## Problem statement
This exercise calls for a copy of every line in the listing below that carries the word "image".
☆ ☆ ☆
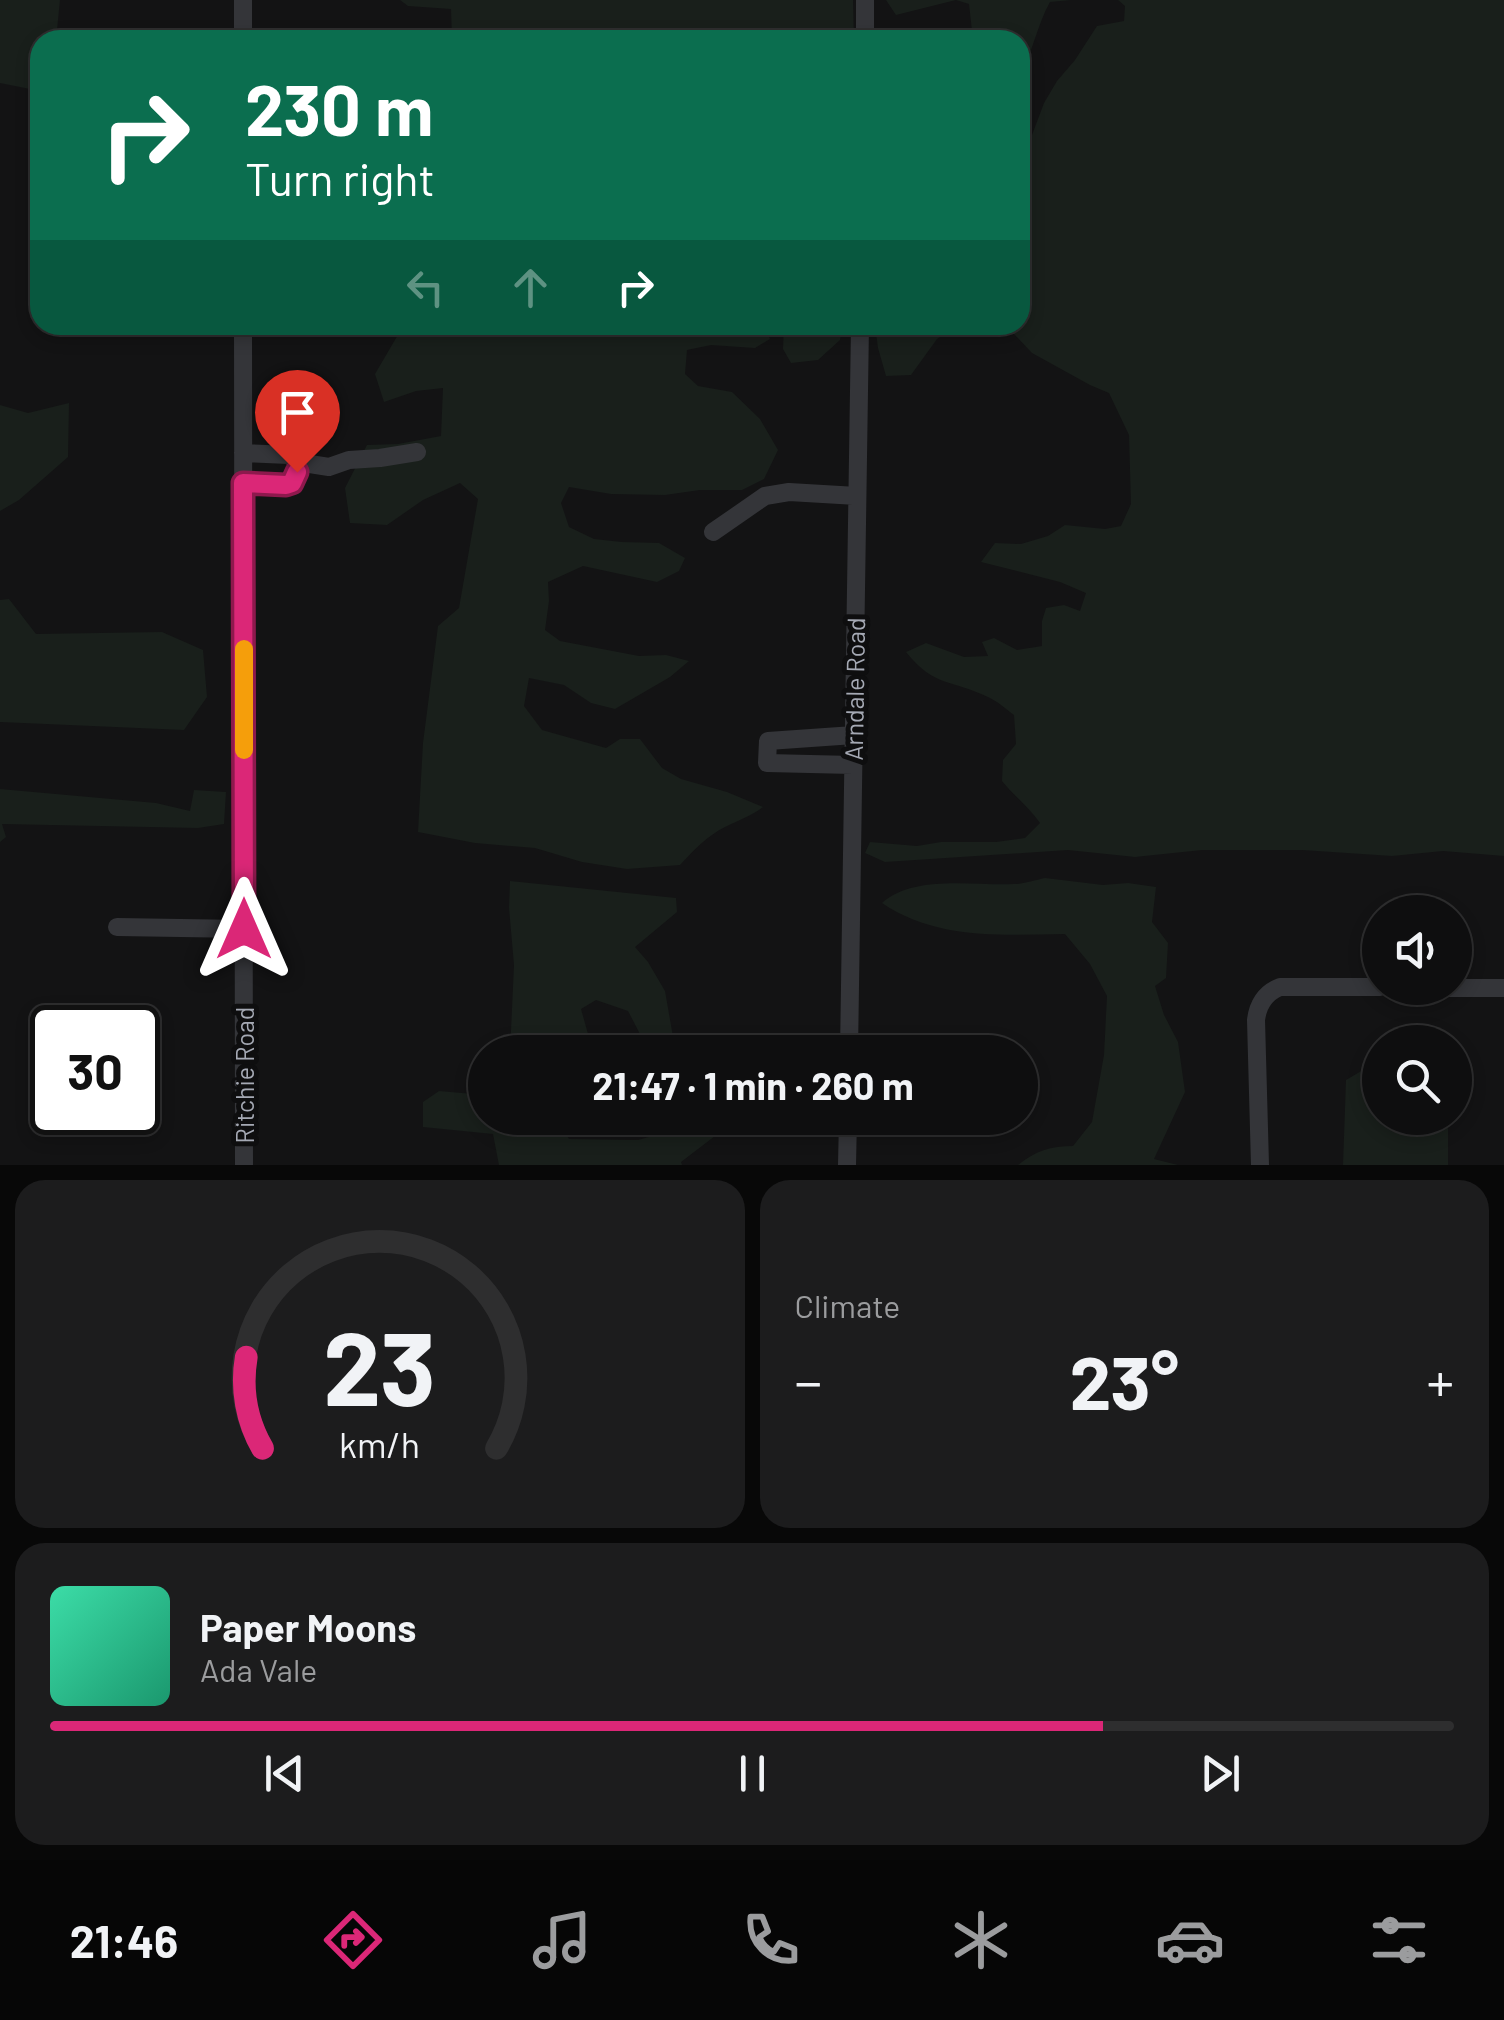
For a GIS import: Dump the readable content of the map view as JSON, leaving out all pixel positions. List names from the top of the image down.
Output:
{
  "streets": {
    "street": ["Arndale Road", "Ritchie Road"]
  },
  "page": {
    "turn": ["230 m", "Turn right"],
    "limit": "30",
    "trip": "21:47 · 1 min · 260 m",
    "tile": "Climate",
    "heat": ["−", "23°", "+"],
    "song": ["Paper Moons", "Ada Vale"],
    "tabs": "21:46",
    "gauge": ["23", "km/h"]
  }
}
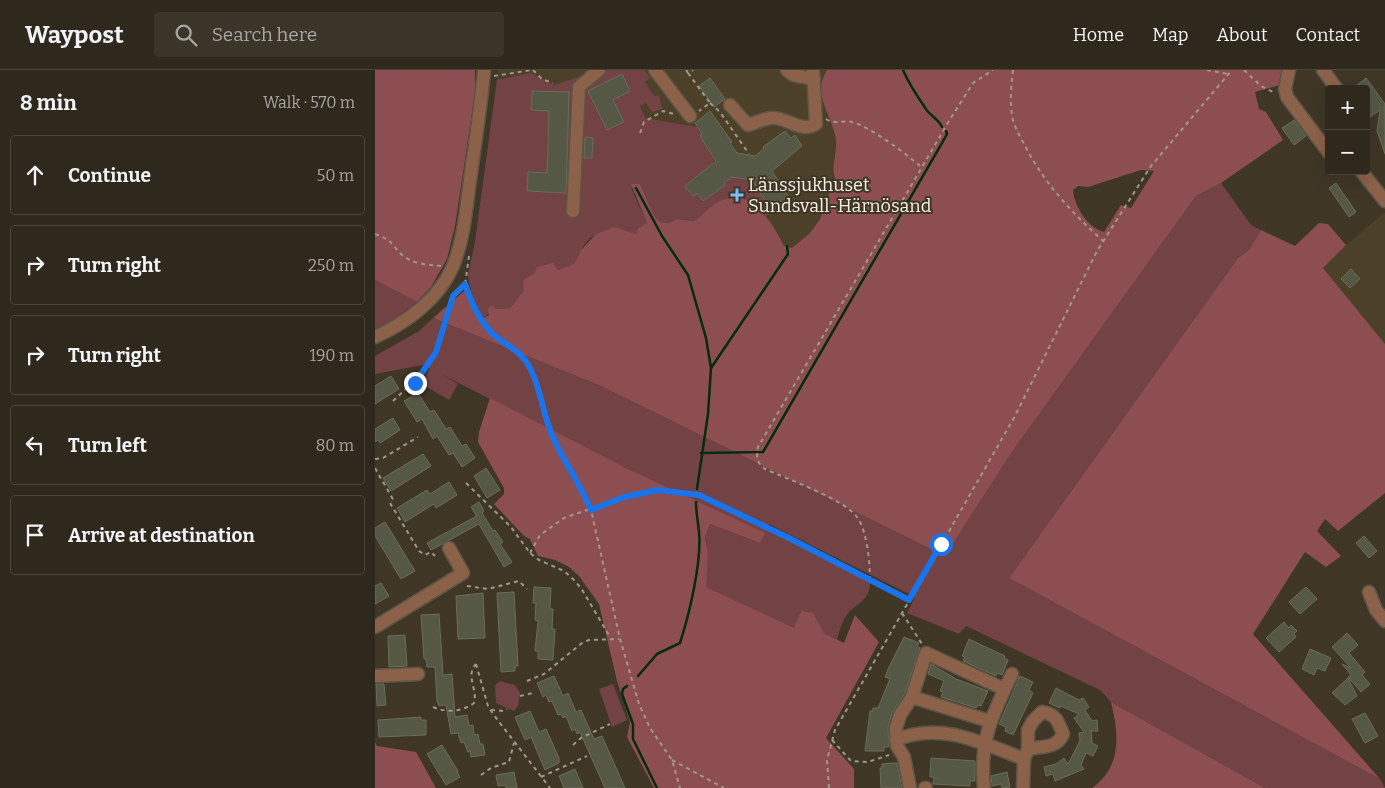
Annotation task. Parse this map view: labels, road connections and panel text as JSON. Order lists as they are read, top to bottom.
{
  "places": {
    "health": ["Länssjukhuset Sundsvall-Härnösand"]
  },
  "page": {
    "header": "Waypost",
    "search": "Search here",
    "nav": [
      "Home",
      "Map",
      "About",
      "Contact"
    ],
    "heading": ["8 min", "Walk · 570 m"],
    "map_buttons": ["+", "−"],
    "list": [
      ["Continue", "50 m"],
      ["Turn right", "250 m"],
      ["Turn right", "190 m"],
      ["Turn left", "80 m"],
      "Arrive at destination"
    ]
  }
}
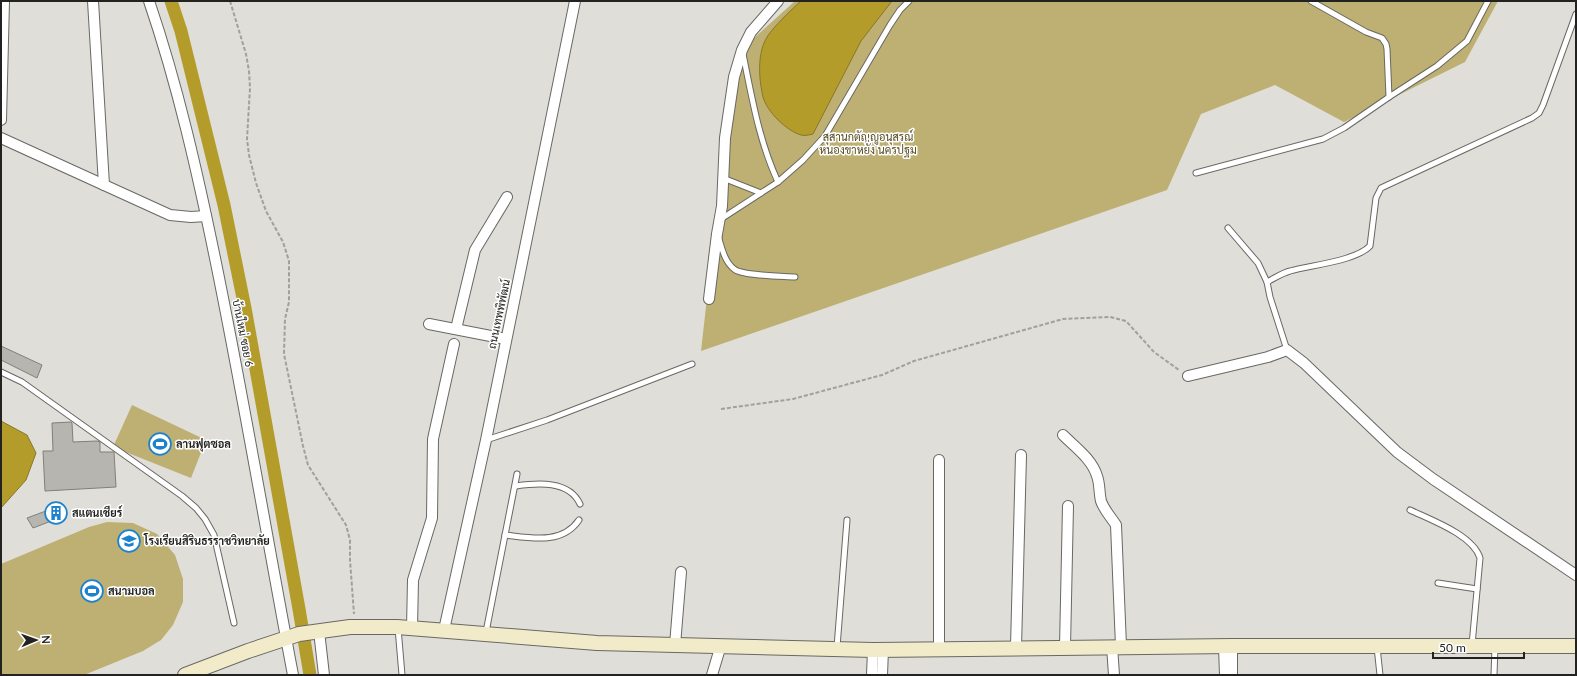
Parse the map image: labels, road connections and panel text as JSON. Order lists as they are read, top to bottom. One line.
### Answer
☆ ☆ ☆
## Solution to this task
For a GIS import: Dump the readable content of the map view as JSON, leaving out all pixel positions. List names from the top of the image down.
Parse the map image: labels, road connections and panel text as JSON. Order lists as they are read, top to bottom. One line.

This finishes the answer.